Entrainment is where two or more oscillating bodies move into synchronisation with each other. Check out the video below to see it in action.

"Well that's all very well Andy but what does it have to do with Soundbaths?" In short; drums and to a certain extent Gongs as well.

You know what also has a beat? Our hearts. And we know from the work of Dr Stephen Porges' Polyvagal theory that a lower heart rate slows the breath and relaxes the nervous system.

Different rhythms can also affect us in different ways. Marches stimulate whereas waltzes relax. The timbre of the drum, the size of the gong, the speed, volume and rhythm that I play will all contribute to how I can relax your mind and body.

Your Nervous System

Dr Alfred Tomatis claimed that the primary function of the ear is to positively or negatively charge the brain. The inner ear is comprised of a snail-shell object called the Cochlea, which is filled with tiny hairs (Cilia) which move as vibrations pass over them. These hairs convert that vibration into an electrical impulse which it sends to the brain on an auditory nerve. 

Another nerve connected to your inner ear is your Vagus Nerve which is part of your parasympathetic nervous system. It runs down through your neck to your major organs such as your lungs, heart, stomach and liver distributing messages from the brain to slow your breath, lower heart rate etc. 

This is how I can use sound to speak the language of your nervous system allowing you to rest, replenish and recharge.

If you're interested in learning more, I came across this amazing video a few years ago and I still think it's amazing; fast, but amazingly interesting. Enjoy!

Image by Moritz Kindler
Image by magnezis magnestic

Is there anyone who won't benefit from a Soundbath?

Although Soundbaths can help lots of people; it's not for everyone. If you know that you find certain sounds uncomfortable; maybe due to tinnitus or suffer from sound-induced epilepsy (Musicogenic Seizures), this might not be for you.
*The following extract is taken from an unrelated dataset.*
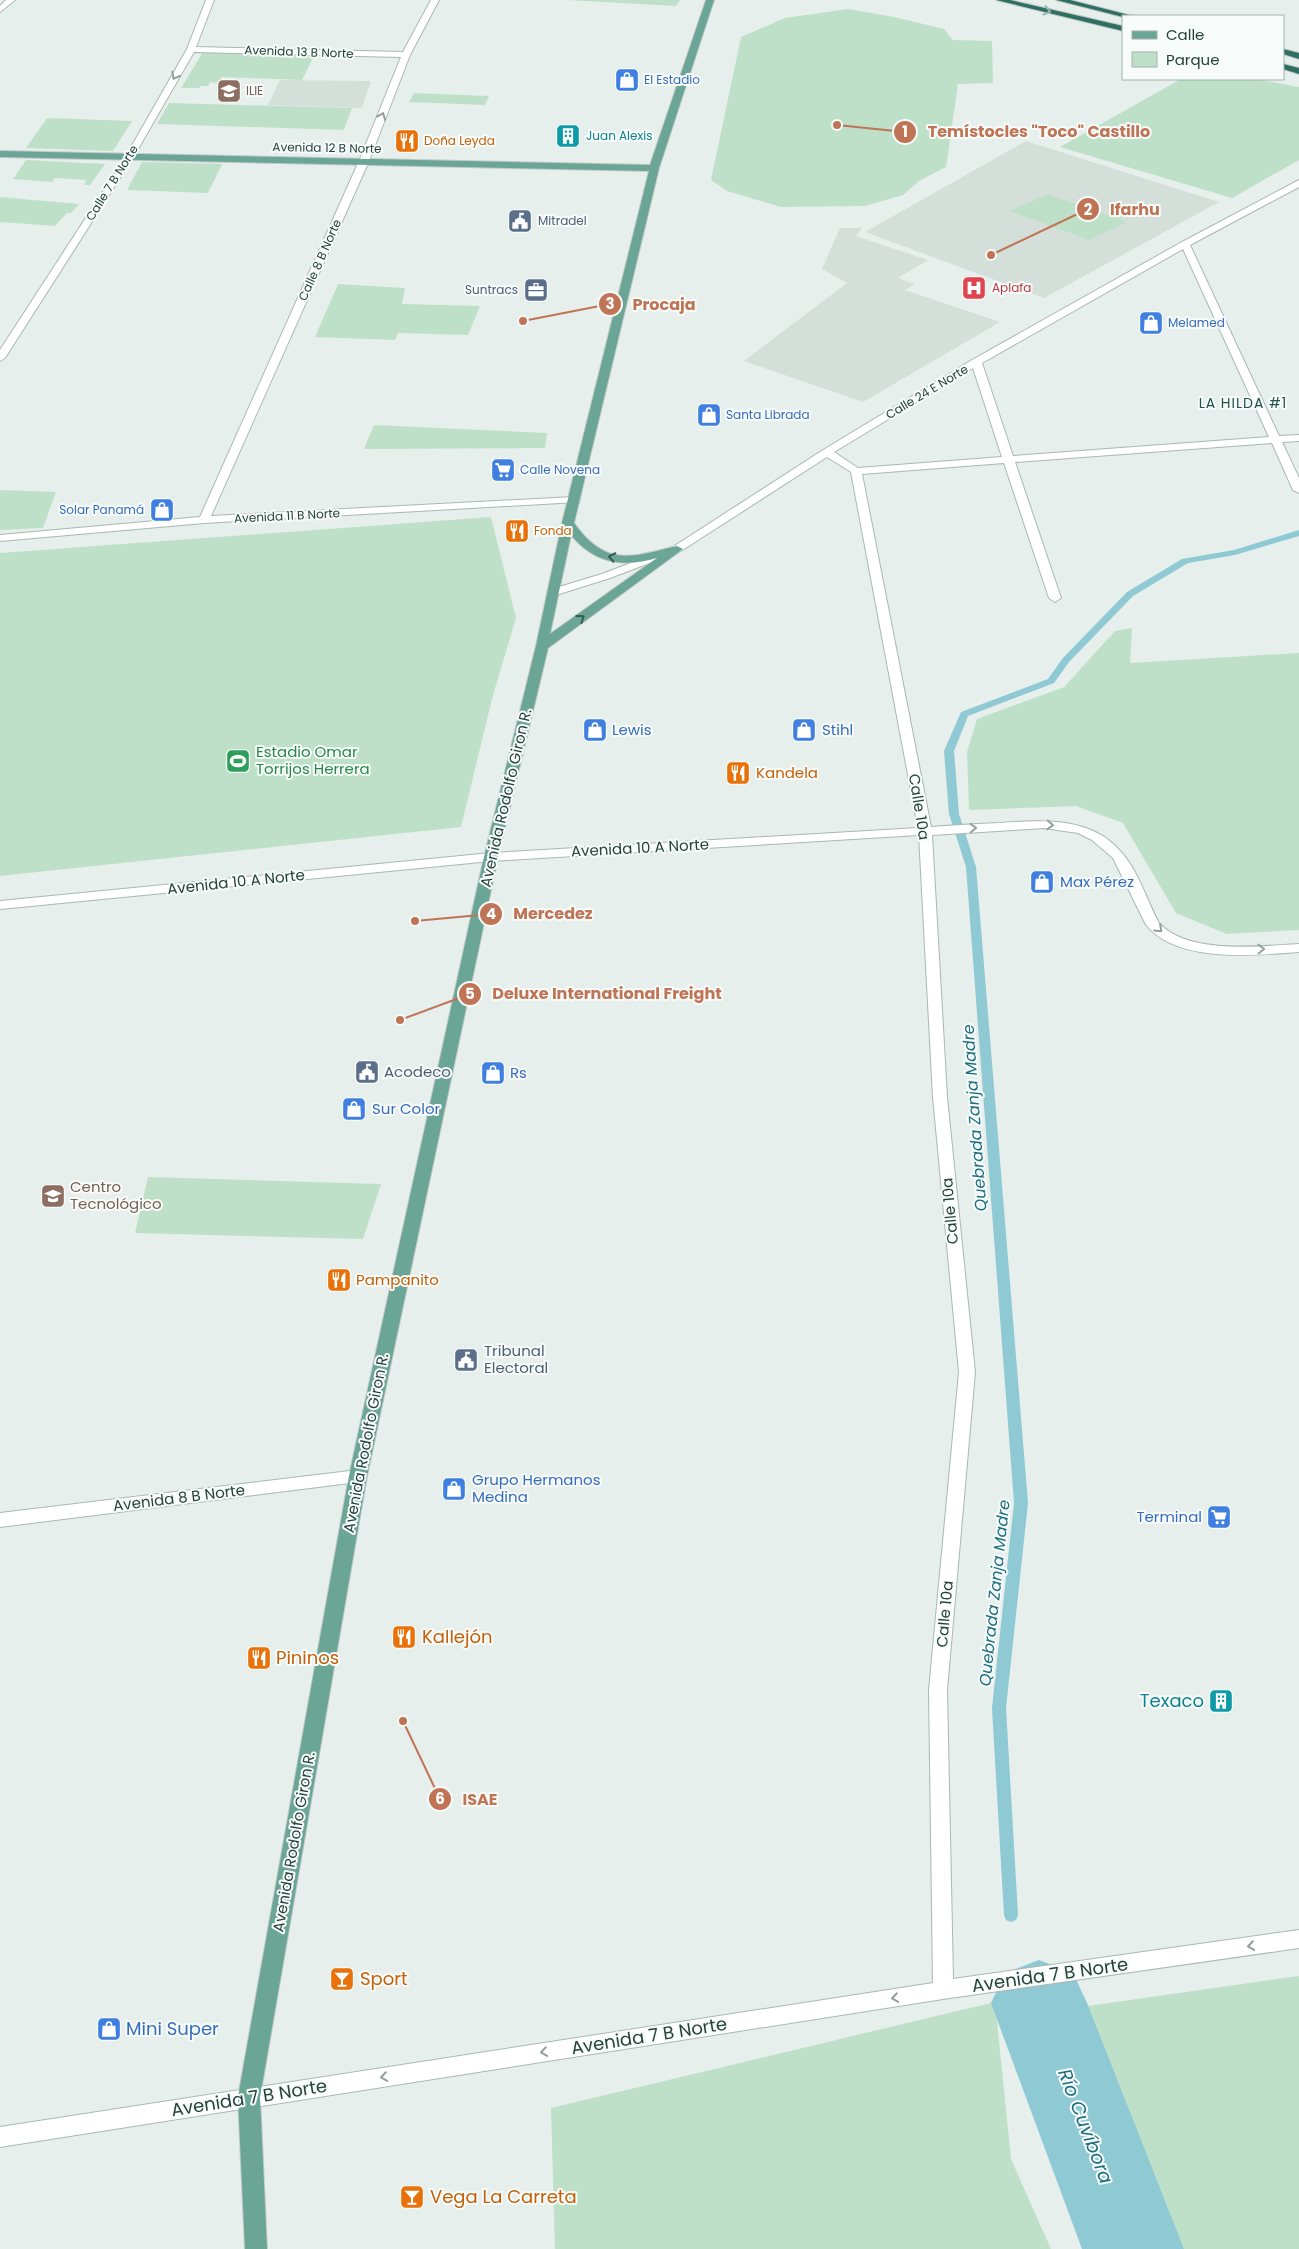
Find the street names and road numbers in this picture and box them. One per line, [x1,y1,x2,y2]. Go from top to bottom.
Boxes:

If you're suffering from suicidal thoughts or psychosis, then I would encourage you to speak to your GP/nurse before booking anything. 

It's also not recommended that you attend a soundbath if you are in the first trimester of pregnancy, not because there is any evidence it may harm you or your baby but because insurance companies are unlikely to cover individuals like me if your were to lose a baby.